■ **Action item**:
Report how many lines in the entries below hold the word "linecap". Your answer is that number alone.

■ **Entries provided**:
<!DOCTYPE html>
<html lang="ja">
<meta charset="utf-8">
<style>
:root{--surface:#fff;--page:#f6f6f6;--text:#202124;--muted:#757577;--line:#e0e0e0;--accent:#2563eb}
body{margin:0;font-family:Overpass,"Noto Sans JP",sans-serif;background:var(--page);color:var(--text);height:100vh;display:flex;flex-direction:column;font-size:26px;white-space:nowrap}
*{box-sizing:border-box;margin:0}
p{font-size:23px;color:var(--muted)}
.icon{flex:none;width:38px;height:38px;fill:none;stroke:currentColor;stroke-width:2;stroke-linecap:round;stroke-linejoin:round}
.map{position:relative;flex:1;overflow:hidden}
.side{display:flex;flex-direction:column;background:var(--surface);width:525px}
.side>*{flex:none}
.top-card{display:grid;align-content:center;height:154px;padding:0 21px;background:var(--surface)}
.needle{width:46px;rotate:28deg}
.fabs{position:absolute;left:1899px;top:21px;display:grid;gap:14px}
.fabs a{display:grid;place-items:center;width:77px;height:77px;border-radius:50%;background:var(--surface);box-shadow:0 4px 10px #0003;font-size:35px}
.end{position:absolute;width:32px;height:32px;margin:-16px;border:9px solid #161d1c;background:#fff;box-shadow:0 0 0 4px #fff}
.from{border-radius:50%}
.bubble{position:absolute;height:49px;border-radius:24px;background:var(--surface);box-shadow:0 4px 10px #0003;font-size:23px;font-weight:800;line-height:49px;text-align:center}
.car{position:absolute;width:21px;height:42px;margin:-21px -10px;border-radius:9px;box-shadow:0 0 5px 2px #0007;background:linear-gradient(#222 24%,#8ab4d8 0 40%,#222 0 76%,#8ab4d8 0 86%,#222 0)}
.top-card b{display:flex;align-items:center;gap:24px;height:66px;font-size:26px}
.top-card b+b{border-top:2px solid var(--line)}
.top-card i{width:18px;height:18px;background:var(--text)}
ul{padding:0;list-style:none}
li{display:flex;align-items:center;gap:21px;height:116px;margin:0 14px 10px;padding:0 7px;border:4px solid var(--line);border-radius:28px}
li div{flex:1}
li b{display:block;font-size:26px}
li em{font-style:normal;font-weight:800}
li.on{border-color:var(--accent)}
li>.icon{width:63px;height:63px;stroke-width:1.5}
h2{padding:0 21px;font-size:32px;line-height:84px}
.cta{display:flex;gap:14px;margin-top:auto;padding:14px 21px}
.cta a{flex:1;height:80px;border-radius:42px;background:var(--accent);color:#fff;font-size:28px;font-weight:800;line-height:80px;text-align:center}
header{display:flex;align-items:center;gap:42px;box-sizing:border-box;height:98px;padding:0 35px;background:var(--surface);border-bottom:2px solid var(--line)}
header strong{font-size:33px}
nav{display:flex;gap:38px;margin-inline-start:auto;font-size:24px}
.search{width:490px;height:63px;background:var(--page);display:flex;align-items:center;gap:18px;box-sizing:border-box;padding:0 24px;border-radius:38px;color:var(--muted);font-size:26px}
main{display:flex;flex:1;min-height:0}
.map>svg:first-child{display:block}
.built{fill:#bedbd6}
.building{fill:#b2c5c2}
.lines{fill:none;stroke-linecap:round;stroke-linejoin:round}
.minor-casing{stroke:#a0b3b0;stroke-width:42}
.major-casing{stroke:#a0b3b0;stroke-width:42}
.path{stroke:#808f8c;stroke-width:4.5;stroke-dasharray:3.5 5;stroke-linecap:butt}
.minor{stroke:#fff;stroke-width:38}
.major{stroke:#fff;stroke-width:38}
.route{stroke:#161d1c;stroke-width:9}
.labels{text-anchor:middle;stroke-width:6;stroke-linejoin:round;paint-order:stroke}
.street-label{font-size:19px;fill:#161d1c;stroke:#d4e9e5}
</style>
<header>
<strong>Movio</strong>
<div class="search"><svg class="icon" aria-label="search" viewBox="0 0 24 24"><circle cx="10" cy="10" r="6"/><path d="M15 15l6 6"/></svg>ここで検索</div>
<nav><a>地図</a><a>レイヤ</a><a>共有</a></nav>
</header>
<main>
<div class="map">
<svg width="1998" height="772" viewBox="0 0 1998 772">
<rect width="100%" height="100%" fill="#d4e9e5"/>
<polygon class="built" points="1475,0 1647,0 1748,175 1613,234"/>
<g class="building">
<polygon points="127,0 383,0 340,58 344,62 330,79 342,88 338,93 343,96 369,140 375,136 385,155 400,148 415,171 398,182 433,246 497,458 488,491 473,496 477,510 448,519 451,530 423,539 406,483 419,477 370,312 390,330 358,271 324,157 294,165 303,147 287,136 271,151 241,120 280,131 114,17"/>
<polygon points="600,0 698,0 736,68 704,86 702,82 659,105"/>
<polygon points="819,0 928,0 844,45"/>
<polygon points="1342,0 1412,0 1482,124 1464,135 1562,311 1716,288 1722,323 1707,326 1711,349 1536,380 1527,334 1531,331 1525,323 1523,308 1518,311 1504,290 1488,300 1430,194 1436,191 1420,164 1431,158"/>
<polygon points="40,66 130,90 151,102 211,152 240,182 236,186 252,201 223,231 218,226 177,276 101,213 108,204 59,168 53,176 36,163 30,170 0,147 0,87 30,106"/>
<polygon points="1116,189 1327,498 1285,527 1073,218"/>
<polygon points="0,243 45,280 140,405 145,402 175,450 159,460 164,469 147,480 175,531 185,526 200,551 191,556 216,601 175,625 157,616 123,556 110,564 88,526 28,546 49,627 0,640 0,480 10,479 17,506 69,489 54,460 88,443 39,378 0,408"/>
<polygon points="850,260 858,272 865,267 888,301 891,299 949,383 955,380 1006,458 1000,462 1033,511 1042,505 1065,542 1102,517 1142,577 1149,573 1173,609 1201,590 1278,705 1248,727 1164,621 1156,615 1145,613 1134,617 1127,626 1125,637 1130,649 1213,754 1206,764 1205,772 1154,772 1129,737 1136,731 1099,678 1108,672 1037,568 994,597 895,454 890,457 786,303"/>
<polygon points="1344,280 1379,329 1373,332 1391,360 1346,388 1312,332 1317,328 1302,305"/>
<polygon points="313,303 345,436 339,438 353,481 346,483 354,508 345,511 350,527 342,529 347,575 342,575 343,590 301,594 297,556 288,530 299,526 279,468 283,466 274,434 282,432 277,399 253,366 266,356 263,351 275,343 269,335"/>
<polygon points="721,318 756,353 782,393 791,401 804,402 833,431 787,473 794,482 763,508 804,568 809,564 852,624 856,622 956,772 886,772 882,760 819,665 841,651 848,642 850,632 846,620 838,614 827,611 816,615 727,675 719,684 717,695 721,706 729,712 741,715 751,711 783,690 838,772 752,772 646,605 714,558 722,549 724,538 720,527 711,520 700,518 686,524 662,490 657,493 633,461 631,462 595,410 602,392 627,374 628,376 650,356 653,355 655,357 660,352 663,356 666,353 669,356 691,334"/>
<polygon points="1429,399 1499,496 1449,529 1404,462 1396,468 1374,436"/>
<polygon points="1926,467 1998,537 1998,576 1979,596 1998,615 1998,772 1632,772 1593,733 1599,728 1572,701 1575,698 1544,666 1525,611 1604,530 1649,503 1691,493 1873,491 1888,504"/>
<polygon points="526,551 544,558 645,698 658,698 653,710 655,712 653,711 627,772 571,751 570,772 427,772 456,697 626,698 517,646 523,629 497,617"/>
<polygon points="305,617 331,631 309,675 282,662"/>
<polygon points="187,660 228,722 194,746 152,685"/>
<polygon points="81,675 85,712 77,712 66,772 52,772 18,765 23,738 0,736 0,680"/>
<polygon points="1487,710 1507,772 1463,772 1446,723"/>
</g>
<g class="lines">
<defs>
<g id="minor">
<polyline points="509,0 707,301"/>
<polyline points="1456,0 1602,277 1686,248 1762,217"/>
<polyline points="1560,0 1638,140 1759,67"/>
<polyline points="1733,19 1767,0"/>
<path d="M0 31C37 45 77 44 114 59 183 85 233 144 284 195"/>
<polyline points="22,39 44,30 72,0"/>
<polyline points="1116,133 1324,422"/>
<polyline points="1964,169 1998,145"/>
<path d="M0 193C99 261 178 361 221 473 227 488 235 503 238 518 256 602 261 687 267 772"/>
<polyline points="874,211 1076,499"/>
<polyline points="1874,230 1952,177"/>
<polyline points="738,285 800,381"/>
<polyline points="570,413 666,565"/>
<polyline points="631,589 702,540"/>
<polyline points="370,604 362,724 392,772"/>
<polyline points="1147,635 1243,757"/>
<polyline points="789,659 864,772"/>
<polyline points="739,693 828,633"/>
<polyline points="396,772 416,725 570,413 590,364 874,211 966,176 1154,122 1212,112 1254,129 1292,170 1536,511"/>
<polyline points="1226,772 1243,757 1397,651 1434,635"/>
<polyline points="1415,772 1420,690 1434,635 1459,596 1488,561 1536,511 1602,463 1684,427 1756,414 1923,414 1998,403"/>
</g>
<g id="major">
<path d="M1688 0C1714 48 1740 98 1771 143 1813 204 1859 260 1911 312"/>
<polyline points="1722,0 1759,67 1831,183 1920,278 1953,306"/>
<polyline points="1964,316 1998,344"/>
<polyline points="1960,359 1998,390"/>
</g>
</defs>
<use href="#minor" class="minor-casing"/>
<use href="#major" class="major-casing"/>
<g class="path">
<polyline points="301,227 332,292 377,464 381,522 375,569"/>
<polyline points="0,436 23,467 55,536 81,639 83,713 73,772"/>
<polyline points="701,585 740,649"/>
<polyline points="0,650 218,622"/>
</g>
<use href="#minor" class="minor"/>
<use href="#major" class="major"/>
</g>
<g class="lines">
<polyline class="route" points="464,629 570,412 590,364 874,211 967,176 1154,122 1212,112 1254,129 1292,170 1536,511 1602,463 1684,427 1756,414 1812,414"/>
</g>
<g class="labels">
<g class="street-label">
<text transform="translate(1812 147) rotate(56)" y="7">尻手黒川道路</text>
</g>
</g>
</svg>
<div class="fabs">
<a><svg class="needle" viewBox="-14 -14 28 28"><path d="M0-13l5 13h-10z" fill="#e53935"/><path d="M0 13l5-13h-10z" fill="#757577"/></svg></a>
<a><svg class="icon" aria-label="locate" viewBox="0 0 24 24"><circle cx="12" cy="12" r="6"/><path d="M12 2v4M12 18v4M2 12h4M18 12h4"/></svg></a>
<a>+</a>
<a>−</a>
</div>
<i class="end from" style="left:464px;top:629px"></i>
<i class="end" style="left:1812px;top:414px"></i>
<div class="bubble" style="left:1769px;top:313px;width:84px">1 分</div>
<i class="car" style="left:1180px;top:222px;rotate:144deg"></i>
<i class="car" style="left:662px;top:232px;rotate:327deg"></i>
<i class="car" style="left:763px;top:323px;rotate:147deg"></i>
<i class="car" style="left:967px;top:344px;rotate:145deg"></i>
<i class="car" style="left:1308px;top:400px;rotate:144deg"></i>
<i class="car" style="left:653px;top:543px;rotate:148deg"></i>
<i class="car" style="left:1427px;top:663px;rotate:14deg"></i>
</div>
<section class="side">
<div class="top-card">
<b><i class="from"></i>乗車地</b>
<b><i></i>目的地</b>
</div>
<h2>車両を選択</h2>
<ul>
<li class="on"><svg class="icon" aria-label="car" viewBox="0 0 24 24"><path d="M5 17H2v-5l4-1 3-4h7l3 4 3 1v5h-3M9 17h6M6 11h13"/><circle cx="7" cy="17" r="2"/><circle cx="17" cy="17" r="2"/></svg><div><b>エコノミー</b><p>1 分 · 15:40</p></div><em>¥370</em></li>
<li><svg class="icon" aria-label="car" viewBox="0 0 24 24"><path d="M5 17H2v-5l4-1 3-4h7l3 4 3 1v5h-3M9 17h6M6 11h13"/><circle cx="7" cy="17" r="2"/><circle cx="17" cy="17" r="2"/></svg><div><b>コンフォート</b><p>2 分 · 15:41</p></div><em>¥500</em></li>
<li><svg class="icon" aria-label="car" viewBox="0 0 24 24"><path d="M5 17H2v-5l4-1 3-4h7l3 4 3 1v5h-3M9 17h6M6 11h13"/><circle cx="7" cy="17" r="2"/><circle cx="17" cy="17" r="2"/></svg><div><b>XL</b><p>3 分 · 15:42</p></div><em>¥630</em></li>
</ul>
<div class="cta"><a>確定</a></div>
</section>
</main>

■ **Response to this exercise**:
3